(DATA SECTION):
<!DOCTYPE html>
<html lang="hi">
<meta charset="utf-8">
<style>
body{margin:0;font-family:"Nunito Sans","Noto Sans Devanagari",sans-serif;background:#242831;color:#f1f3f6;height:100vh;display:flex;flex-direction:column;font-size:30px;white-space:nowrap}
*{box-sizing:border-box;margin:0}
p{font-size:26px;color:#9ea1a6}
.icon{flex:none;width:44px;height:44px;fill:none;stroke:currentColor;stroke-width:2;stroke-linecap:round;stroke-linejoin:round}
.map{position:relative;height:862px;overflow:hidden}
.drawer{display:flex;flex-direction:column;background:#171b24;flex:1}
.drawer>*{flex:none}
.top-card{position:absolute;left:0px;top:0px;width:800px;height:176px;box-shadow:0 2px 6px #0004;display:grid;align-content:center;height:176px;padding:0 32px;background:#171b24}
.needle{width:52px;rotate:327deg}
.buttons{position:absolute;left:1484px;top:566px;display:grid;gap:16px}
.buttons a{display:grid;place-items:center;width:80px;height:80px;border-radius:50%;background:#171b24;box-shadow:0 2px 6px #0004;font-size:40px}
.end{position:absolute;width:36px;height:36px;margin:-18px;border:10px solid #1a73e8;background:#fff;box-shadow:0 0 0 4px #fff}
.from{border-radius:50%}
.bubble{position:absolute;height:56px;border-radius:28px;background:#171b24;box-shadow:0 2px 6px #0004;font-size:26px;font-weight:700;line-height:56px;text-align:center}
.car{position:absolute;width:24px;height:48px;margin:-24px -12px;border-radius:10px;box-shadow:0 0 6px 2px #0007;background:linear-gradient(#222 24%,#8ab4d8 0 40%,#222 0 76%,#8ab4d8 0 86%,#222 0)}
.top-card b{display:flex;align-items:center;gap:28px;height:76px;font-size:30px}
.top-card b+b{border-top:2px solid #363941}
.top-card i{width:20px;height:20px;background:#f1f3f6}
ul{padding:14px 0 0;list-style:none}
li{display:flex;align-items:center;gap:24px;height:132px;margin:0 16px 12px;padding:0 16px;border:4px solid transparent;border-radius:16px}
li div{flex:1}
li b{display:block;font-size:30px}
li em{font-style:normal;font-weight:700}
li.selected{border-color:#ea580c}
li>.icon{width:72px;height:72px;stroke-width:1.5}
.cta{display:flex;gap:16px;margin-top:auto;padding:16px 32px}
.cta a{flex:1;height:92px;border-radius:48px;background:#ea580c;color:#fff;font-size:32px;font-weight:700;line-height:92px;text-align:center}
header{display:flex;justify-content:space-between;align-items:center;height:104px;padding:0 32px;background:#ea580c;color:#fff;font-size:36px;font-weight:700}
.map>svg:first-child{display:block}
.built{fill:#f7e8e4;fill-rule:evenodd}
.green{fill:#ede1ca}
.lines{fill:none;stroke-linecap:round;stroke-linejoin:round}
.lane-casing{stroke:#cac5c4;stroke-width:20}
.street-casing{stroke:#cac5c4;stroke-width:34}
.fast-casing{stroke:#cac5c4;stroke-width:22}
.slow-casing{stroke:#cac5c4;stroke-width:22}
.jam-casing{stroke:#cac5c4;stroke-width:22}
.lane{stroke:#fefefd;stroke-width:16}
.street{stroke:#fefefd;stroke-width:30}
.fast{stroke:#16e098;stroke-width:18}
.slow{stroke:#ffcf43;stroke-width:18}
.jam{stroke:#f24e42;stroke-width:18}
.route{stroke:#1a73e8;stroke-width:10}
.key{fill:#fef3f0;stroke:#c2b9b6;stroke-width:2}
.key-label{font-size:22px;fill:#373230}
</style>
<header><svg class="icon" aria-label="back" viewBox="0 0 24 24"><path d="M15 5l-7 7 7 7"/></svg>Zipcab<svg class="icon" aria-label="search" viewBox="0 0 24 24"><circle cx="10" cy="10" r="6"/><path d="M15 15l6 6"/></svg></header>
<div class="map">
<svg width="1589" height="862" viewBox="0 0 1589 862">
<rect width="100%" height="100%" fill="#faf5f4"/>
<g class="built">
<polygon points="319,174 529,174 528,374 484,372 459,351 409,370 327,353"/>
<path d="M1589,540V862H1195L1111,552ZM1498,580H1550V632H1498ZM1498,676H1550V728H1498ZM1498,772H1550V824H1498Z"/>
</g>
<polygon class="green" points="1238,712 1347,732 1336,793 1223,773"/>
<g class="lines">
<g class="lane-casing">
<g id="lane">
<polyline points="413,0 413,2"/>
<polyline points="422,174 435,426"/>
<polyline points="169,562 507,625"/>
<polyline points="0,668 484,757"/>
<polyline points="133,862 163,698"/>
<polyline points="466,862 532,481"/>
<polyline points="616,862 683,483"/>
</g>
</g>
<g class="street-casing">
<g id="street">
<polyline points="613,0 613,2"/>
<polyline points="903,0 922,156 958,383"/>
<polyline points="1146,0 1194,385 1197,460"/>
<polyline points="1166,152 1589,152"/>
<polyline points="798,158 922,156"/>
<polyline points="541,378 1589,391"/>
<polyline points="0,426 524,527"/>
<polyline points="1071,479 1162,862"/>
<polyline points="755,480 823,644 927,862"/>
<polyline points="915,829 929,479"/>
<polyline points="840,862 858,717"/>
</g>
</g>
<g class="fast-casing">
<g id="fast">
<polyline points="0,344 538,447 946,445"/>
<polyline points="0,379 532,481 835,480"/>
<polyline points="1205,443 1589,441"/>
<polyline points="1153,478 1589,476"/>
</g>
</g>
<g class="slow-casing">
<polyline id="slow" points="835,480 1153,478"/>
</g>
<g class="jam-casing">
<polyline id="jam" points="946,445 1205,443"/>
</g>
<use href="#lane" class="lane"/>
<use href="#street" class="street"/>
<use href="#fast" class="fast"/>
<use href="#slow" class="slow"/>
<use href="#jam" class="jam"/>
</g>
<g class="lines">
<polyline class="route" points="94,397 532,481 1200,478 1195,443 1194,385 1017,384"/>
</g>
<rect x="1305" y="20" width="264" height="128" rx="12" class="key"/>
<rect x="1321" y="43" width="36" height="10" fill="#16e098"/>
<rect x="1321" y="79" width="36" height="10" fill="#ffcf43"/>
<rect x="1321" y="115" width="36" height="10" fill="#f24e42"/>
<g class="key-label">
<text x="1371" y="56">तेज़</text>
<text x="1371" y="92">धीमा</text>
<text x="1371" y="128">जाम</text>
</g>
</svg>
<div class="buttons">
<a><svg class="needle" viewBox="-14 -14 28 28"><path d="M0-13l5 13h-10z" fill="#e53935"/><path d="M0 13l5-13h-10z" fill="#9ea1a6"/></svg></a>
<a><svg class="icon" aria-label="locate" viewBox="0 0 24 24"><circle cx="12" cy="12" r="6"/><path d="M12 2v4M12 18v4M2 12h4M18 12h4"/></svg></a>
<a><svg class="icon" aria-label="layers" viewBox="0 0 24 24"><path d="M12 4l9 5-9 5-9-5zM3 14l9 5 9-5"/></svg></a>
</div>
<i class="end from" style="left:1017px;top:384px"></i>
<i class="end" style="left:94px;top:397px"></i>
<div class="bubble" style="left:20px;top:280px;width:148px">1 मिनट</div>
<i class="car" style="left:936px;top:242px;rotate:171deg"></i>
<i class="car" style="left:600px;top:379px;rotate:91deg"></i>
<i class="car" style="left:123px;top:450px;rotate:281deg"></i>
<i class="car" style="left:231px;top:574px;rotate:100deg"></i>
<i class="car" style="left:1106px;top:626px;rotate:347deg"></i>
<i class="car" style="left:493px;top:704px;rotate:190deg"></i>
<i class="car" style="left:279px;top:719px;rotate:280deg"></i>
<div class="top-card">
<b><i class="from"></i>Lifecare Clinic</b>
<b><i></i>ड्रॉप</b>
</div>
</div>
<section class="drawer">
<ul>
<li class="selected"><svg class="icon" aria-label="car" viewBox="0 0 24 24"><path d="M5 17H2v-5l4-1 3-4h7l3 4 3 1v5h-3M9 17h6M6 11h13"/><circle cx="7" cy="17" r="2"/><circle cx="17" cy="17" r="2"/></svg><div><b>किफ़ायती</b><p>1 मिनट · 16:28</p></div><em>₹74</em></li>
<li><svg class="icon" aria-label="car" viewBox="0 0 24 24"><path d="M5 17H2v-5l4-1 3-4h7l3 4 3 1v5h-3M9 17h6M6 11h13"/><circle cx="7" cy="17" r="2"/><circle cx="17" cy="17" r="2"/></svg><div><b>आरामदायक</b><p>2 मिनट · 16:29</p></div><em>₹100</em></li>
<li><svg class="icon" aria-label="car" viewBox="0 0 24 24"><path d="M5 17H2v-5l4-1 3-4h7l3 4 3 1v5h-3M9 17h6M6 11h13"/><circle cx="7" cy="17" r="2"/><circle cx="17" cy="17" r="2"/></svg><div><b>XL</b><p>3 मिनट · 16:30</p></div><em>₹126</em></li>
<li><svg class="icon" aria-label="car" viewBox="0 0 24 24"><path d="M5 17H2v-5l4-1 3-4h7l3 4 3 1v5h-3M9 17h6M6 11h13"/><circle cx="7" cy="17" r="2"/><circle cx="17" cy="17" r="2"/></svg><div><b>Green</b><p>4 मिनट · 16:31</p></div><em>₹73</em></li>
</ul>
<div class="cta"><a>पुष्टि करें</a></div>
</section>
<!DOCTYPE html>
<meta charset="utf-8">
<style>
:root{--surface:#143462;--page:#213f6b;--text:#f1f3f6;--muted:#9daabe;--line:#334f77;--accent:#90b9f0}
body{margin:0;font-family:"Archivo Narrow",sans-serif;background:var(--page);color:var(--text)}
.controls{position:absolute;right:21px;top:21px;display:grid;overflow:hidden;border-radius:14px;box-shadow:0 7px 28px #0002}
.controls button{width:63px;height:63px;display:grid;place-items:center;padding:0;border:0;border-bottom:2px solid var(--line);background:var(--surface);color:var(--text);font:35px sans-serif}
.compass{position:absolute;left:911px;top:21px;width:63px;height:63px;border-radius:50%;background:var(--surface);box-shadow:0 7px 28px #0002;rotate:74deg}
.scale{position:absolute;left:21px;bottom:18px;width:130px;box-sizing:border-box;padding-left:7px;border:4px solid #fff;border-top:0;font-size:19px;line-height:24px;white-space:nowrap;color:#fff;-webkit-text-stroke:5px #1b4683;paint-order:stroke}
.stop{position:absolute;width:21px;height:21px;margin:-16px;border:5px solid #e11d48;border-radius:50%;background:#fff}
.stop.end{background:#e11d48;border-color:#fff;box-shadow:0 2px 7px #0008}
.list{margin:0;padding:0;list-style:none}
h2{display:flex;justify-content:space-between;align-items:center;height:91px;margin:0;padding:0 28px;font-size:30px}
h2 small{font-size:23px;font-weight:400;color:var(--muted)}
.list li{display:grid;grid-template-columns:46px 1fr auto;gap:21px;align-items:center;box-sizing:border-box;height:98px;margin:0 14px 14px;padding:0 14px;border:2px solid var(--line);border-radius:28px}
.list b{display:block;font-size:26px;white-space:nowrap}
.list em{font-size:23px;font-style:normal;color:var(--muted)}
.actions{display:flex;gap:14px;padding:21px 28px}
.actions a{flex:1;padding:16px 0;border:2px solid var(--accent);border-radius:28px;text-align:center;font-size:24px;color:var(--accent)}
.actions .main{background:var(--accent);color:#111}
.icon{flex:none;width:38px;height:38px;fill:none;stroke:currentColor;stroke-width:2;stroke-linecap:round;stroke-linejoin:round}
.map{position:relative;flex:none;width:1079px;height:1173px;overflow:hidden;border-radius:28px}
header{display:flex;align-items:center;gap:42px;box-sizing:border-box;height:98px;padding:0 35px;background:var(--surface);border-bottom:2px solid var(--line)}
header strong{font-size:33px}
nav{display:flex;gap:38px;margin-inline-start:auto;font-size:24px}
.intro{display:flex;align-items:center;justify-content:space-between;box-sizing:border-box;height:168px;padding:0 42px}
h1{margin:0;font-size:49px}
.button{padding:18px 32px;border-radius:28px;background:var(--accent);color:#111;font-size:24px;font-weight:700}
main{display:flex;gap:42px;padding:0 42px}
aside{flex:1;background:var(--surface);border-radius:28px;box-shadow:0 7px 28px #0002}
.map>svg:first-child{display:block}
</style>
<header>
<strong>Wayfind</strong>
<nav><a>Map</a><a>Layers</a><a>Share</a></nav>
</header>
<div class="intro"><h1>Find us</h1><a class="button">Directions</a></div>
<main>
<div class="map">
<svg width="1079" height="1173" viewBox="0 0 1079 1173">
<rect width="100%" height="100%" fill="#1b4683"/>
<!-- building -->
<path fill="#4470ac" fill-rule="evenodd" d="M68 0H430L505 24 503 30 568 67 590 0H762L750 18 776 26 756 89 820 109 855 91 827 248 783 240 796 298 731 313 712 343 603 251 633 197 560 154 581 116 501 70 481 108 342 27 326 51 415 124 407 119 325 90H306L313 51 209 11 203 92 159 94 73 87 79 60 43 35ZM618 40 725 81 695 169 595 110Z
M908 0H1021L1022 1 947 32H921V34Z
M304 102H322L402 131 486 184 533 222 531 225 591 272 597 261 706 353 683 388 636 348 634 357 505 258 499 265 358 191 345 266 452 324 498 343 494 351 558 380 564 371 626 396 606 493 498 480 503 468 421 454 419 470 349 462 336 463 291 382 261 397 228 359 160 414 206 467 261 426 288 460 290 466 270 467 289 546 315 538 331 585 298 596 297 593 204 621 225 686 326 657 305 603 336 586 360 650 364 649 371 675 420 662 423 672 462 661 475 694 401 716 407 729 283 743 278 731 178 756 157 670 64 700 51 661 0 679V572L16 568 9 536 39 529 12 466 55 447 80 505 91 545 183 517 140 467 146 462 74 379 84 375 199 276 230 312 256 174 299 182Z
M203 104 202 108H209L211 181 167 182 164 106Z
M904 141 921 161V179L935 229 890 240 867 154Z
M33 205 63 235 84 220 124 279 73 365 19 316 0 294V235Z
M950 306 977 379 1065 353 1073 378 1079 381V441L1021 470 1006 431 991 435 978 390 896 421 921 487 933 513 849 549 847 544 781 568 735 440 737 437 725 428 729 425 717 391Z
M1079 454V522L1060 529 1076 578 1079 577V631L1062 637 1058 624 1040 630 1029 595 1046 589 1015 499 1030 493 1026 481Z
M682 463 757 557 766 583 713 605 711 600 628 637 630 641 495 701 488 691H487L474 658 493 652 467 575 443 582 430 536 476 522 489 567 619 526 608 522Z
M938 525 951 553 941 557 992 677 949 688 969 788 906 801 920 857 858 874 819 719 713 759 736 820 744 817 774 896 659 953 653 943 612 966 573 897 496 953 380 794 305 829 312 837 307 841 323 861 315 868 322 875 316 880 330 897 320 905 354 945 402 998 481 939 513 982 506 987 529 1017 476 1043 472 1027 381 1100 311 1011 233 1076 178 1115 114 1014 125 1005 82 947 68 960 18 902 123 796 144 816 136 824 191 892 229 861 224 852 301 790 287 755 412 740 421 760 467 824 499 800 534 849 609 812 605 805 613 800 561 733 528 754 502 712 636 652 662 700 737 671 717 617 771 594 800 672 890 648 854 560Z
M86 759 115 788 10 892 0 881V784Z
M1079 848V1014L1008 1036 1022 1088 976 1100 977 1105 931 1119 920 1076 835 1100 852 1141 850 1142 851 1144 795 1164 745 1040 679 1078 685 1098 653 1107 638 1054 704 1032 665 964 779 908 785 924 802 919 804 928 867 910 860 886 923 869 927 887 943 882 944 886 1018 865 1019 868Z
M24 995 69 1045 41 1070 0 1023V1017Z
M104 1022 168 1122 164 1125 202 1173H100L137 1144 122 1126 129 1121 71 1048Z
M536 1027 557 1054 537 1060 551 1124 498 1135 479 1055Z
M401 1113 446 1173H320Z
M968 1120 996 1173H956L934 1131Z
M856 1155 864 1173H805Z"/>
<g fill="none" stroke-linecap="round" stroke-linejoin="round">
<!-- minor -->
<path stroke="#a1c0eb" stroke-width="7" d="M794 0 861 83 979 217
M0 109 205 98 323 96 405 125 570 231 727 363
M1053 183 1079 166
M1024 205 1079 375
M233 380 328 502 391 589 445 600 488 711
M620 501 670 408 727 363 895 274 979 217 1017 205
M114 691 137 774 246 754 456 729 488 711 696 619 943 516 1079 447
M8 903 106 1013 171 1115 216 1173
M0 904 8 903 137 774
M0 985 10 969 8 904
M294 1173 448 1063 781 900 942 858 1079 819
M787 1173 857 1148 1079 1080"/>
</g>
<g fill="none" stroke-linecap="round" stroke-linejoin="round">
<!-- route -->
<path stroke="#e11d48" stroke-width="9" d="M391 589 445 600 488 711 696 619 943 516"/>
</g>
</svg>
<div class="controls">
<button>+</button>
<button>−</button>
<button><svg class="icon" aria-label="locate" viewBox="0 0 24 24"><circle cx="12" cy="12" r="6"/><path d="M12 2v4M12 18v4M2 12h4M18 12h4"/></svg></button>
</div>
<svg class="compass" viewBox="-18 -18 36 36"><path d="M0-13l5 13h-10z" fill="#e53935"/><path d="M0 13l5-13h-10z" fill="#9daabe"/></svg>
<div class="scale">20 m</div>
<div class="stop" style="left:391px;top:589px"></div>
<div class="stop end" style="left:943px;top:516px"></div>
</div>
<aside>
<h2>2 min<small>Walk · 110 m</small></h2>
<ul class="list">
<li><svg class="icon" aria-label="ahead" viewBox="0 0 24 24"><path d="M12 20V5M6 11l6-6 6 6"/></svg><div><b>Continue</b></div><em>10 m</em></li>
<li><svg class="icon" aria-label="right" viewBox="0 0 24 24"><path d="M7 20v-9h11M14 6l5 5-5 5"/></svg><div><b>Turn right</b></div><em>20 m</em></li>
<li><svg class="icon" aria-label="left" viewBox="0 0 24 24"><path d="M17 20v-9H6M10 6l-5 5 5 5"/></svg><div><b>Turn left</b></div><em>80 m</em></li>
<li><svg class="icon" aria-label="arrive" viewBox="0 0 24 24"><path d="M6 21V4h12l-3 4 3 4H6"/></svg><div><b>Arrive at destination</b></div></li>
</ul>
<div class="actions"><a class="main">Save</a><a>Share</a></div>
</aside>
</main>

(WHAT IS NEEDED):
When a line in the data contains the string "relative", copy that line.

(ANSWER TO THE EXERCISE):
.map{position:relative;height:862px;overflow:hidden}
.map{position:relative;flex:none;width:1079px;height:1173px;overflow:hidden;border-radius:28px}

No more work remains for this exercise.